Fog 1.5.7 Locations Plugin pulling image from wrong storage node
-
@Sebastian-Roth Hi Sebastien & @Tom-Elliott more than happy to help gents, you’re doingme the favour being so quick to respond to requests and with really good/helpful suggestions. I only wish paid support was this good…
I’ll snapshot the VMs for roll back no problem - i presume every one of the nodes needs updated this way or can I get away with (initially at least) the 2 master nodes in my head office? Only ask as there are 12 nodes to snapshot/update over 10 different vcenters/esxi hosts. If needs be I can do though.

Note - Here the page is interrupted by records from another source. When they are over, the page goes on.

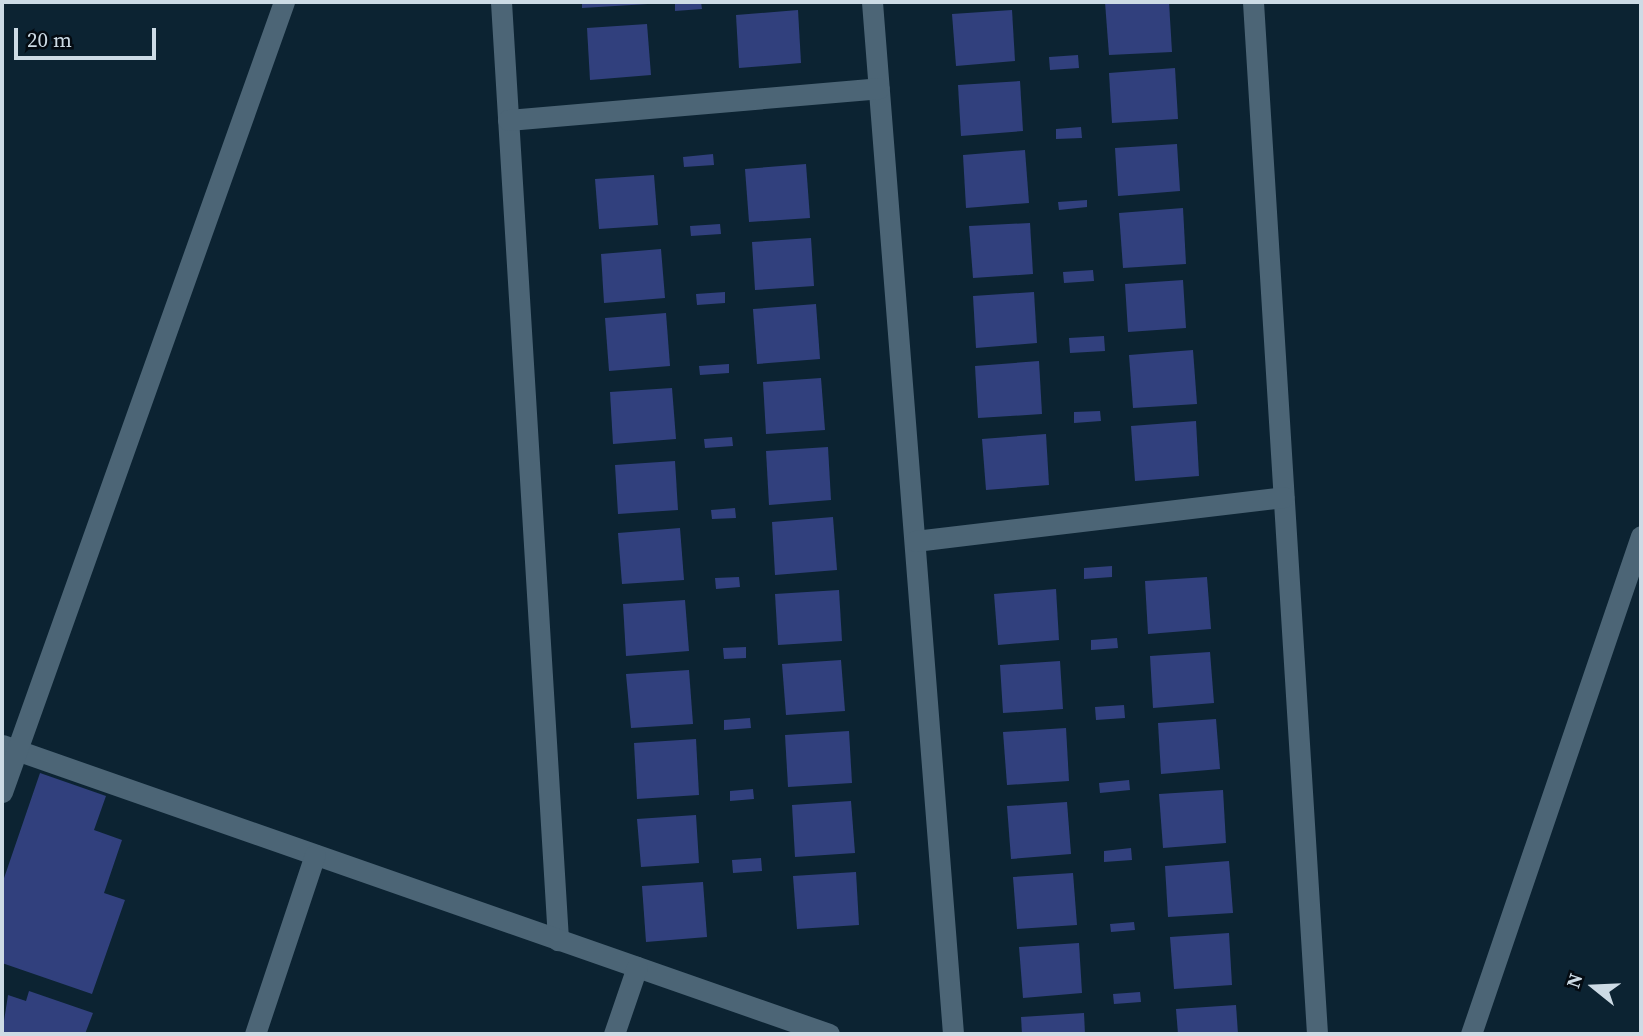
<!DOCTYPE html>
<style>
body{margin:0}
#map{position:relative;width:1643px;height:1036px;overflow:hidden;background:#0c2332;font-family:"Source Serif 4",serif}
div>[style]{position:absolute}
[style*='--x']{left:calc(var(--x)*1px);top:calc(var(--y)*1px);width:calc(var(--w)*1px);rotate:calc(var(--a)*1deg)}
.building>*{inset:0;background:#31407d}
.street>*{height:21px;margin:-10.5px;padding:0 10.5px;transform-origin:10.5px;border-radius:10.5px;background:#4c6576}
span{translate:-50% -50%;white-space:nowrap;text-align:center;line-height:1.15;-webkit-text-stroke:5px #040b12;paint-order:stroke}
.frame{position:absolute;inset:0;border:4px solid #cddbe5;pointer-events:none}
.north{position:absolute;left:1559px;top:952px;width:70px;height:70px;-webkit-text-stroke:5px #040b12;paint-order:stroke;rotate:288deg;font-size:19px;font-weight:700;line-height:28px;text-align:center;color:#cddbe5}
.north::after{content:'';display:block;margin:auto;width:24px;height:32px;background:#cddbe5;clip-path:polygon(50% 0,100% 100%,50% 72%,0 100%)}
.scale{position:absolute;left:14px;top:28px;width:142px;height:32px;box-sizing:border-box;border:4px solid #cddbe5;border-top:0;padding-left:9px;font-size:21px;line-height:24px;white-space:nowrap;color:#cddbe5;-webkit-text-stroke:5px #040b12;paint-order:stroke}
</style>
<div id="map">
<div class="building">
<div style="clip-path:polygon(582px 2px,648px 2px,648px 4px,582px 8px)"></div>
<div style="clip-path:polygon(701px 2px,702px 9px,675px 11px,675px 3px)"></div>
<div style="clip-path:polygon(1105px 2px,1169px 2px,1172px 52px,1109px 55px)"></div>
<div style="clip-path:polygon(798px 10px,801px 63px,739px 68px,736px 15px)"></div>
<div style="clip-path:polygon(1012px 10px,1015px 61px,956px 66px,952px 14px)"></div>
<div style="clip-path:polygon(647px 24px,651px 75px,590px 80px,587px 28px)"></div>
<div style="clip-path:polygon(1078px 55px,1079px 68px,1050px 70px,1049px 57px)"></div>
<div style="clip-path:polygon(1175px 68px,1178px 119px,1112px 123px,1109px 73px)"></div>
<div style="clip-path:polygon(1020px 81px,1023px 131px,961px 136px,958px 85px)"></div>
<div style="clip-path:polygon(1081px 127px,1082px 138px,1056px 139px,1056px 129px)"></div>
<div style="clip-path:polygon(1177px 144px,1180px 191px,1118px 196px,1115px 148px)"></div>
<div style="clip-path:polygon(1025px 150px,1029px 203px,966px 208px,963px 155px)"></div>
<div style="clip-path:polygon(713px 154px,714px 165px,684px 167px,683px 157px)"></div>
<div style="clip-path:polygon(806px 164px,810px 218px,749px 222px,745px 169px)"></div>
<div style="clip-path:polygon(654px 175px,658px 225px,599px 229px,595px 179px)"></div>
<div style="clip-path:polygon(1087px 200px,1087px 207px,1059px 210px,1058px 202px)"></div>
<div style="clip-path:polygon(1183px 208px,1186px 264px,1123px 268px,1119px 213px)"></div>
<div style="clip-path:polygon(1030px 223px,1033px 274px,973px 278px,969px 226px)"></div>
<div style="clip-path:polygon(720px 224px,721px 234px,691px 236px,690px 226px)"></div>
<div style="clip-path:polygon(811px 238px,814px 286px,755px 290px,752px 242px)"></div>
<div style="clip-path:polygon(661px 249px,665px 298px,604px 303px,601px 254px)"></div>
<div style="clip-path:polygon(1093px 270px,1094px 281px,1064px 283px,1063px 272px)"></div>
<div style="clip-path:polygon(1183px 280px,1186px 328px,1128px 332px,1125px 284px)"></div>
<div style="clip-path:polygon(725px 292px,725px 303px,697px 305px,696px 294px)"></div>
<div style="clip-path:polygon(1034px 292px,1037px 343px,976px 348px,973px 296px)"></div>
<div style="clip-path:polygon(816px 304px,820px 359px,757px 364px,753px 309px)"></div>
<div style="clip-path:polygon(666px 313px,670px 366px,609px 371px,605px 318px)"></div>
<div style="clip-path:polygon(1104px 336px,1105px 351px,1070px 353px,1069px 338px)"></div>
<div style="clip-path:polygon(1193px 350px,1197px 404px,1133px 408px,1129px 355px)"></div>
<div style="clip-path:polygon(1039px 361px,1042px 414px,978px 418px,975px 366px)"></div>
<div style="clip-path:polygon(729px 364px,729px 373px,700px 375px,699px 366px)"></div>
<div style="clip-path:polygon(821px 378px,825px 430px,766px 434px,763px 382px)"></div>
<div style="clip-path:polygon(672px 388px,676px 439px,613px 444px,610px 392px)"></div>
<div style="clip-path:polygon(1100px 411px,1101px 421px,1074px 423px,1074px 412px)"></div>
<div style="clip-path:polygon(1196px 421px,1199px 476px,1135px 481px,1131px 426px)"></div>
<div style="clip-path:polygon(1046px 434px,1049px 485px,986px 490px,982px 439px)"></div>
<div style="clip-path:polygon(732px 437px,733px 446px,705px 448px,704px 439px)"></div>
<div style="clip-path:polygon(828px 447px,831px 500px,769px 505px,766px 451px)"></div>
<div style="clip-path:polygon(675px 461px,678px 510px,618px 514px,615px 465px)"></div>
<div style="clip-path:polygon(735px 508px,736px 518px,712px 519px,711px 510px)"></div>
<div style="clip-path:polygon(833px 517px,837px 570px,775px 575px,772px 522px)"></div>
<div style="clip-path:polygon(680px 528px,684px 580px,622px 584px,618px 533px)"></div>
<div style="clip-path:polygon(1112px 566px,1112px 577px,1084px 579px,1084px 568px)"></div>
<div style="clip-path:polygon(739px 577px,740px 587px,716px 589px,715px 578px)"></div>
<div style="clip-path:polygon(1207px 577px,1211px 629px,1148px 634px,1145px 581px)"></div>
<div style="clip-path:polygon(1056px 589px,1059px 640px,998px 645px,994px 594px)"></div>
<div style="clip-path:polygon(839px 590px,842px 641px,778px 645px,775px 594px)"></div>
<div style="clip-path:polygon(685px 600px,689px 651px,626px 656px,623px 604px)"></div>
<div style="clip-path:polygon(1117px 638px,1118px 648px,1091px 650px,1091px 640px)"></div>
<div style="clip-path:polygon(746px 647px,746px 658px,724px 659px,723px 648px)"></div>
<div style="clip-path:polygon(1210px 652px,1214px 703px,1153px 708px,1150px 656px)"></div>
<div style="clip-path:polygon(841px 660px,845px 711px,786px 715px,782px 664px)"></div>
<div style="clip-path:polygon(1060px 661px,1063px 709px,1003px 713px,1000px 665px)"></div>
<div style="clip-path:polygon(689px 670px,693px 724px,631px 728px,626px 674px)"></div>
<div style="clip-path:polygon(1124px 705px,1125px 718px,1096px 720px,1095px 707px)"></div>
<div style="clip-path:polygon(750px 718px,751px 728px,724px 730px,724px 720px)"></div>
<div style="clip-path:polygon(1216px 719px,1220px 769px,1161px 774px,1158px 723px)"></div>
<div style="clip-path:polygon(1066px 728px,1069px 781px,1007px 785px,1003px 732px)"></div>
<div style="clip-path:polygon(849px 731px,852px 783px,788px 787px,785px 735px)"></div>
<div style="clip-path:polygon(696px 739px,699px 795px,637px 799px,634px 743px)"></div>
<div style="clip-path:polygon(40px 773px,106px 796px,94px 830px,122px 840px,104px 893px,125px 900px,92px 994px,2px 963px,2px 884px)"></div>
<div style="clip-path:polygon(1129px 780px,1130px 790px,1100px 793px,1099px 783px)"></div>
<div style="clip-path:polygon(753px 789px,754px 799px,730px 801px,730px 791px)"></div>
<div style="clip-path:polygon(1223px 790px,1226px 843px,1163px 848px,1159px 794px)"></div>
<div style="clip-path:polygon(851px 801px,855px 853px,795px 857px,792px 805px)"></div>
<div style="clip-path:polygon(1067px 802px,1071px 854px,1011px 859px,1007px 806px)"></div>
<div style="clip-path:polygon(696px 815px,699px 863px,641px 867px,637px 819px)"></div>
<div style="clip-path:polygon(1131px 848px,1132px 860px,1104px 862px,1104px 851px)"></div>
<div style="clip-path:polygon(761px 858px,762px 871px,733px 873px,732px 860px)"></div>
<div style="clip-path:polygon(1229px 861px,1233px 913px,1168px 917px,1165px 866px)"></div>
<div style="clip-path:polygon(856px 872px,859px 925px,797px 929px,793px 876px)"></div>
<div style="clip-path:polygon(1073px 873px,1077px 925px,1017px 929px,1013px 877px)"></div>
<div style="clip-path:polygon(703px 882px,707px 937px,646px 942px,642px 886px)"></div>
<div style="clip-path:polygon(1134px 922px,1135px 930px,1111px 932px,1110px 924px)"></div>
<div style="clip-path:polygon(1229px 933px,1232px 985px,1174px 989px,1170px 937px)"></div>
<div style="clip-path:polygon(1079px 943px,1082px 993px,1023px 998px,1019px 947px)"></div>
<div style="clip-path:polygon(29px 991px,93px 1013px,85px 1034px,2px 1034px,8px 995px,26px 1001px)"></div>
<div style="clip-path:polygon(1140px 992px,1141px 1002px,1114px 1004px,1113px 994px)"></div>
<div style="clip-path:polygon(1236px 1005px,1238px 1034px,1178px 1034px,1176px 1009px)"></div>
<div style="clip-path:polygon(1084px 1013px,1085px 1034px,1022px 1034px,1021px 1017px)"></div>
</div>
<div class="street">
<div style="--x:501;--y:2;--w:940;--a:86.52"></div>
<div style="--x:872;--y:2;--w:1035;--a:85.51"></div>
<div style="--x:1253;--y:2;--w:1034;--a:86.45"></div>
<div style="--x:508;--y:120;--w:372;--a:-4.9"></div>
<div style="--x:915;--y:541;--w:371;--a:-6.8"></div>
<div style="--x:2;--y:745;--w:876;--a:19.26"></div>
<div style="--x:2;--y:792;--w:839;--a:-70.36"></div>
<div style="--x:255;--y:1034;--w:189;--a:-71.5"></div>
<div style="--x:614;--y:1034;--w:71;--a:-71.1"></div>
<div style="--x:1471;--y:1034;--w:526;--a:-71.15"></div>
</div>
<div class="frame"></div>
<div class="north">N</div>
<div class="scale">20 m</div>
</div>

Let me know on the above and I shall proceed accordingly. I’m technically on leave tomorrow but the imaging solution here is getting a lot of focus up the food chain as it were so I’m keen to get working as soon as I can. I can dial in from home tomorrow to focus on this without other distractions
regards Tom
-
@Kiweegie Great to hear you can do some testing!
i presume every one of the nodes needs updated this way or can I get away with (initially at least) the 2 master nodes in my head office?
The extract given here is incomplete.